— Problem to solve —
I'd like an exact copy of only the lines from the start of the listing below through the line that holds "2px #22223b) drop-shadow(0". Please keep the pictures out.

— Task data —
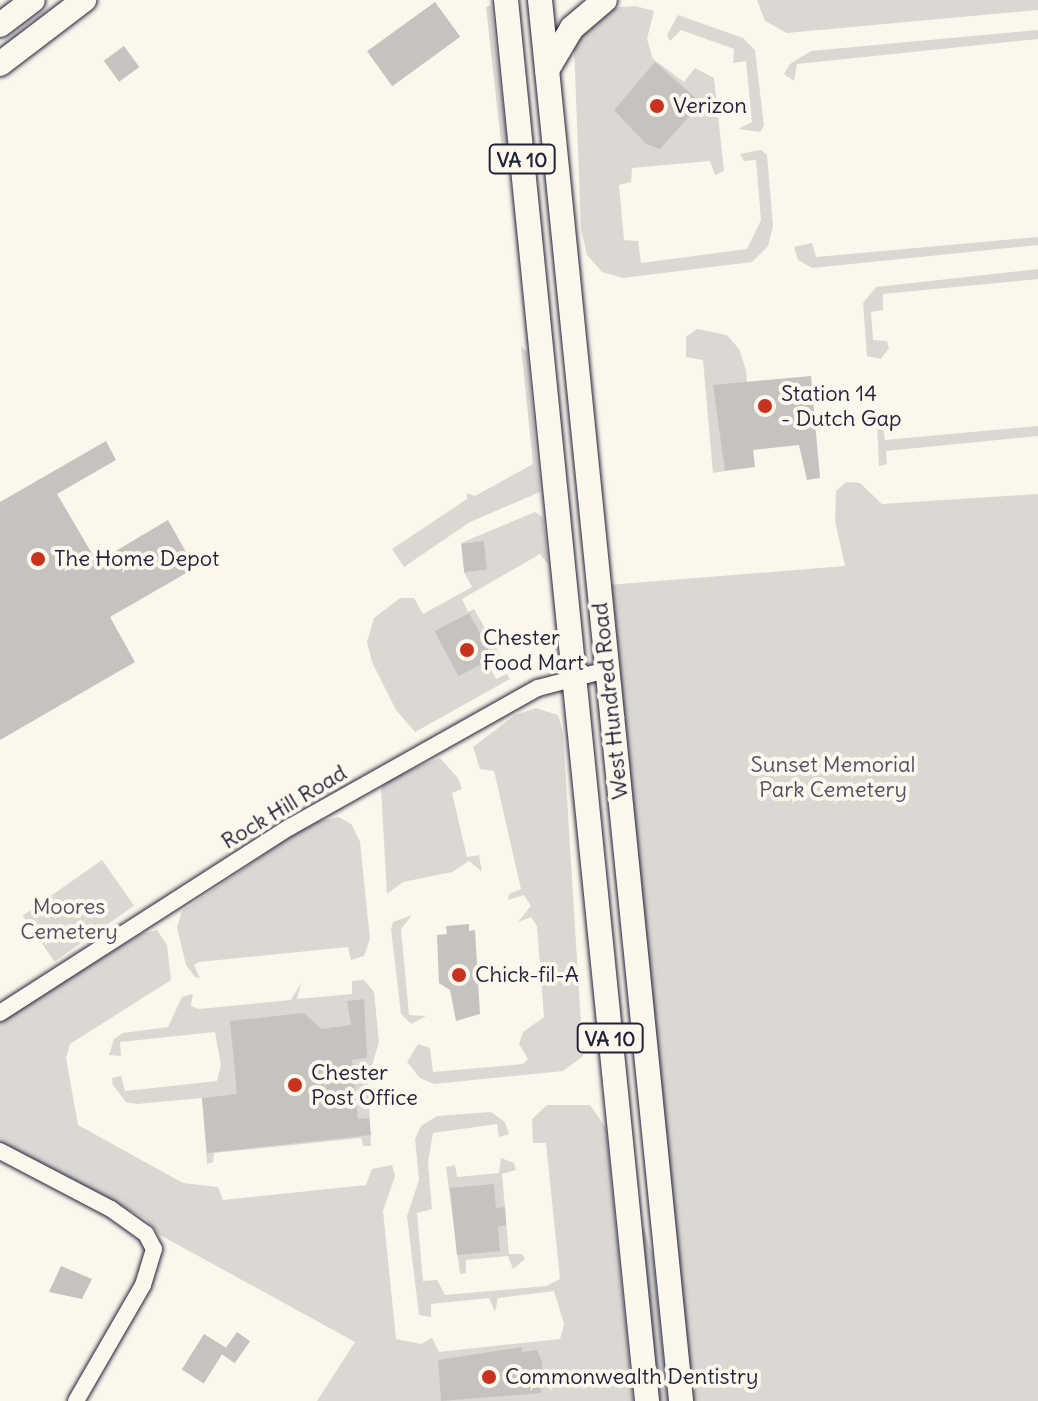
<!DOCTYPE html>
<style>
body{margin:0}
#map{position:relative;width:1038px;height:1401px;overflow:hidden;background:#fbf7ec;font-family:Delius,sans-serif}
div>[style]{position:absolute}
.green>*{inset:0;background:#dbd8d3;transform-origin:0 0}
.building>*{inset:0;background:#c6c2c0;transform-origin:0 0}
.roads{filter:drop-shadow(0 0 2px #22223b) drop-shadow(0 0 2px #22223b)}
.minor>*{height:16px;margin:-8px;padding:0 8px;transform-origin:8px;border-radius:8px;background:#fbf7ec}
.primary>*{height:24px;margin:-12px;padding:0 12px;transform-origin:12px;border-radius:12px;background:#fbf7ec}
.dots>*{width:22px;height:22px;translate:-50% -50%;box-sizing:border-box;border:4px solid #fbf7ec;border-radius:50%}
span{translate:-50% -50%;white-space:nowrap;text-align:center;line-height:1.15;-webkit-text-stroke:8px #fbf7ec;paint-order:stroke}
.shield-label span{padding:2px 6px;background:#fbf7ec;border:2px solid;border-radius:6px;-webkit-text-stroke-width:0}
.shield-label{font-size:20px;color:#22223b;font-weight:700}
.poi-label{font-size:22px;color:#22223b}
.left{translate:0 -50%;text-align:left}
.street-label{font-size:22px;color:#22223b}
.park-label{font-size:22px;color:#505061}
</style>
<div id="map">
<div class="green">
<div style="clip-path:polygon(757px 0,1038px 0,1038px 10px,787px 33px,765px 21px)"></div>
<div style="clip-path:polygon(491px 5px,509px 157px,504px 169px,486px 7px)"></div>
<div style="clip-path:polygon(635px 6px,654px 11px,647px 39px,653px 59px,684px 82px,695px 68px,714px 78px,724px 171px,715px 175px,710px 161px,632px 168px,631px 182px,619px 185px,624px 240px,638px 241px,641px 263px,747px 249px,761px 220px,756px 160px,744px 161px,740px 154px,761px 150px,767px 155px,773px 226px,768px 246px,752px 262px,623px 278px,602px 272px,587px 255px,581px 229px,574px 46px,579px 32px,608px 8px)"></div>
<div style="clip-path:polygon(678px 15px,743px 38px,755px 50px,764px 126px,760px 132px,738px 129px,752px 122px,746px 61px,733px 63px,734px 49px,681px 30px,670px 41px,667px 35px)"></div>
<div style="clip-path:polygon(1038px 30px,1038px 39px,797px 64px,794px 81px,784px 74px,790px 64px,811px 51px)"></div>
<div style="clip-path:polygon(1038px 237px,1038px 245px,812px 268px,798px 260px,794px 247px,812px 243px,816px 257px)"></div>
<div style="clip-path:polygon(1038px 269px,1038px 279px,883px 294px,883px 310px,871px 312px,873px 340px,887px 341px,889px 348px,881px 359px,867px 356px,863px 303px,876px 287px)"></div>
<div style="clip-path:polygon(697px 329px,727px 335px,739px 349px,746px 370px,751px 433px,725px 471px,713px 473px,703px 360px,686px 357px,686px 337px)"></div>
<div style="clip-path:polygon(521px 346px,527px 352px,540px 492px,470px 522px,404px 567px,392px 549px,467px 499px,467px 493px,475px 496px,533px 464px)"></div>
<div style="clip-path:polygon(877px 425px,883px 427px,885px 440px,1038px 426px,1038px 436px,886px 451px,887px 464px,879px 466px)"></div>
<div style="clip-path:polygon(846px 482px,860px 483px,882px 504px,1038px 494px,1038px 1401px,693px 1401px,608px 585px,845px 566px,835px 521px,836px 491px)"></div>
<div style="clip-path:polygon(535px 512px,543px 517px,548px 564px,540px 554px,462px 599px,468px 612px,474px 609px,502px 658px,489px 666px,496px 679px,507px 674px,510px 679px,415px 732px,396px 710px,372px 662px,367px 642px,374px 618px,400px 598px,414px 598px,423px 614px,472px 587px,464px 572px,486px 570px,484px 542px,461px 543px)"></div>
<div style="clip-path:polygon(536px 708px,558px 715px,563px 733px,583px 1056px,563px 1071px,434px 1084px,420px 1078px,407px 1062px,418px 1044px,430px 1048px,433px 1072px,523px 1064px,528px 1059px,519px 1044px,523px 1032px,544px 1017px,537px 926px,531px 917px,518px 922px,531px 906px,524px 895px,508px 900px,509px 894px,521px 889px,494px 771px,480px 769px,473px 747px,515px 715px)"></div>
<div style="clip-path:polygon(440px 758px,458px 778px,462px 789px,452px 793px,467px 857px,479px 855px,482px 872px,469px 861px,452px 872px,403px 882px,387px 894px,381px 788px,394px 777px)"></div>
<div style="clip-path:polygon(339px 817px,352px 825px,360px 842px,370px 939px,364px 956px,351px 960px,348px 947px,199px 962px,194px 965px,200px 978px,195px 977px,186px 965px,177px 928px,182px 911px,310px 823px)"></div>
<div style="left:102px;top:860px;width:56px;height:97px;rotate:55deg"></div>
<div style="clip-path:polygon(412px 915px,401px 929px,409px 1015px,426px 1016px,411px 1024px,401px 1014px,391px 929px,393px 922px)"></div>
<div style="clip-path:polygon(157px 930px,167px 945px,171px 980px,70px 1044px,66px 1058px,78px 1125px,183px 1183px,218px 1187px,223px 1200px,366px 1185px,372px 1169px,392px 1165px,395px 1176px,383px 1211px,396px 1339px,421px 1344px,432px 1338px,439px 1352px,560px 1339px,564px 1324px,554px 1291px,498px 1298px,495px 1312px,489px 1298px,431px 1304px,431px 1317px,419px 1315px,407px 1216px,419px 1180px,415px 1139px,421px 1126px,437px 1116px,491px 1112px,505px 1122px,509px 1134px,499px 1137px,497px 1124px,433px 1133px,428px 1162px,432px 1209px,417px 1213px,423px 1281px,437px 1280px,445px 1295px,546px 1286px,560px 1279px,546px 1143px,533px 1143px,532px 1119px,547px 1105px,590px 1105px,606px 1128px,633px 1401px,317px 1401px,355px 1342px,160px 1235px,145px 1218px,0 1144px,0 1020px,141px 934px)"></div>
<div style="clip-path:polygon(364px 980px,374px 992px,379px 1042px,368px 1079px,371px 1146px,363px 1146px,361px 1138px,214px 1153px,213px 1162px,207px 1164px,202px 1098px,137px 1104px,126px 1102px,113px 1085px,112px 1078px,121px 1076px,125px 1091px,217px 1081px,221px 1065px,215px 1032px,120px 1042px,121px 1056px,109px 1055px,114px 1039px,123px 1033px,168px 1027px,182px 997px,193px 994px,191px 1006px,199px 1009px,291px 1000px,301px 983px,297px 999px,352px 994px,352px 981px)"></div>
<div style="clip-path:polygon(501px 1158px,514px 1163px,516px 1170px,502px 1174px,509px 1254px,522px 1254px,525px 1259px,513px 1269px,508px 1256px,466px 1260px,466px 1273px,460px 1274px,446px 1167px,455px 1165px,457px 1177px,499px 1173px)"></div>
<div style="clip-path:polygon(644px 1228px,653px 1258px,668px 1401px,654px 1401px,636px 1229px)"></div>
</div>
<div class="building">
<div style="left:435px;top:2px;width:43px;height:84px;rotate:54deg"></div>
<div style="left:124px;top:46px;width:26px;height:25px;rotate:54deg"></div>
<div style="clip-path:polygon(655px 62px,701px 103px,660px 149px,646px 144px,614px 110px)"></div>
<div style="clip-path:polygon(811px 376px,820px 478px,807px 480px,799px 445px,753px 450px,755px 467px,725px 471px,713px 385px)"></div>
<div style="clip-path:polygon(106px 441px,116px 460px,57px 494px,97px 562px,168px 520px,195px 568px,110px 617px,135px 662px,0 740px,0 502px)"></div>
<div style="left:484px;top:541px;width:29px;height:23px;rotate:84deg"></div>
<div style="left:469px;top:613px;width:51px;height:39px;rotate:62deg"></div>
<div style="clip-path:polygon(469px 924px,469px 931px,475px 930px,480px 1014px,456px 1021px,450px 990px,439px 983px,437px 935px,447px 934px,446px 926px)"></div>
<div style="clip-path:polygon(364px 999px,367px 1058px,352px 1060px,358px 1119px,369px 1118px,371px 1135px,207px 1153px,202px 1098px,237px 1094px,230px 1021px,304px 1013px,321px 1029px,351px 1025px,347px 1001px)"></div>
<div style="clip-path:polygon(494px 1184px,496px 1208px,505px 1207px,506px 1225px,498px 1227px,500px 1251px,457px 1255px,450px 1188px)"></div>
<div style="clip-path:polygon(61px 1266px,92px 1279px,82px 1299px,49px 1292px)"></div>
<div style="left:237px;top:1332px;width:16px;height:27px;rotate:35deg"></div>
<div style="left:204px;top:1334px;width:26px;height:42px;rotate:32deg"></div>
<div style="clip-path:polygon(522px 1347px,522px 1352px,537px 1350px,542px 1362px,541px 1393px,441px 1401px,438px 1360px)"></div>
</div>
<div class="roads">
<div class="minor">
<div style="left:0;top:1013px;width:345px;rotate:-32.7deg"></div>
<div style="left:290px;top:827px;width:284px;rotate:-29.3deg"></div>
<div style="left:538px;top:688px;width:70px;rotate:-14.8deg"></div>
<div style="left:0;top:1151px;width:125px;rotate:27.6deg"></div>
<div style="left:111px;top:1209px;width:43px;rotate:35.5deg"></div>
<div style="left:146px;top:1234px;width:17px;rotate:62deg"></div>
<div style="left:154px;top:1249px;width:38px;rotate:107deg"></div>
<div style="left:143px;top:1285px;width:134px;rotate:120deg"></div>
</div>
<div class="primary">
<div style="left:506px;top:0;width:1408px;rotate:84.25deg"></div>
<div style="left:540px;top:0;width:1408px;rotate:84.25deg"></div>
<div style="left:0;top:25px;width:41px;rotate:-37.1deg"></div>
<div style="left:0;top:64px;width:106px;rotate:-37.3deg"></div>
<div style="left:547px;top:70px;width:49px;rotate:-59.2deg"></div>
<div style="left:572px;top:28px;width:43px;rotate:-40.3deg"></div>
</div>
</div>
<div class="dots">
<div style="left:657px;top:106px;background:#c8321e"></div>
<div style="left:765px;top:406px;background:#c8321e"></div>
<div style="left:38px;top:559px;background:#c8321e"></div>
<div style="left:467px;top:650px;background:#c8321e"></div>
<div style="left:459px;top:975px;background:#c8321e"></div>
<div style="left:295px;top:1085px;background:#c8321e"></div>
<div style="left:489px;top:1377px;background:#c8321e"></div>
</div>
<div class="shield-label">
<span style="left:522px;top:159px">VA 10</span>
<span style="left:610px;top:1038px">VA 10</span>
</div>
<div class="poi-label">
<span class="left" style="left:673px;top:106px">Verizon</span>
<span class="left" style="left:781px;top:406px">Station 14<br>- Dutch Gap</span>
<span class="left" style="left:54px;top:559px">The Home Depot</span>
<span class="left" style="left:483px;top:650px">Chester<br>Food Mart</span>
<span class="left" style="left:475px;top:975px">Chick-fil-A</span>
<span class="left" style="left:311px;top:1085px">Chester<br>Post Office</span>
<span class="left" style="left:505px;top:1377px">Commonwealth Dentistry</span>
</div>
<div class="street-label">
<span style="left:610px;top:701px;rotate:-96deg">West Hundred Road</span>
<span style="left:284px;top:807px;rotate:-31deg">Rock Hill Road</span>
</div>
<div class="park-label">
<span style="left:833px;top:777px">Sunset Memorial<br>Park Cemetery</span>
<span style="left:69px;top:919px">Moores<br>Cemetery</span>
</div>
</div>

— Finished task —
<!DOCTYPE html>
<style>
body{margin:0}
#map{position:relative;width:1038px;height:1401px;overflow:hidden;background:#fbf7ec;font-family:Delius,sans-serif}
div>[style]{position:absolute}
.green>*{inset:0;background:#dbd8d3;transform-origin:0 0}
.building>*{inset:0;background:#c6c2c0;transform-origin:0 0}
.roads{filter:drop-shadow(0 0 2px #22223b) drop-shadow(0 0 2px #22223b)}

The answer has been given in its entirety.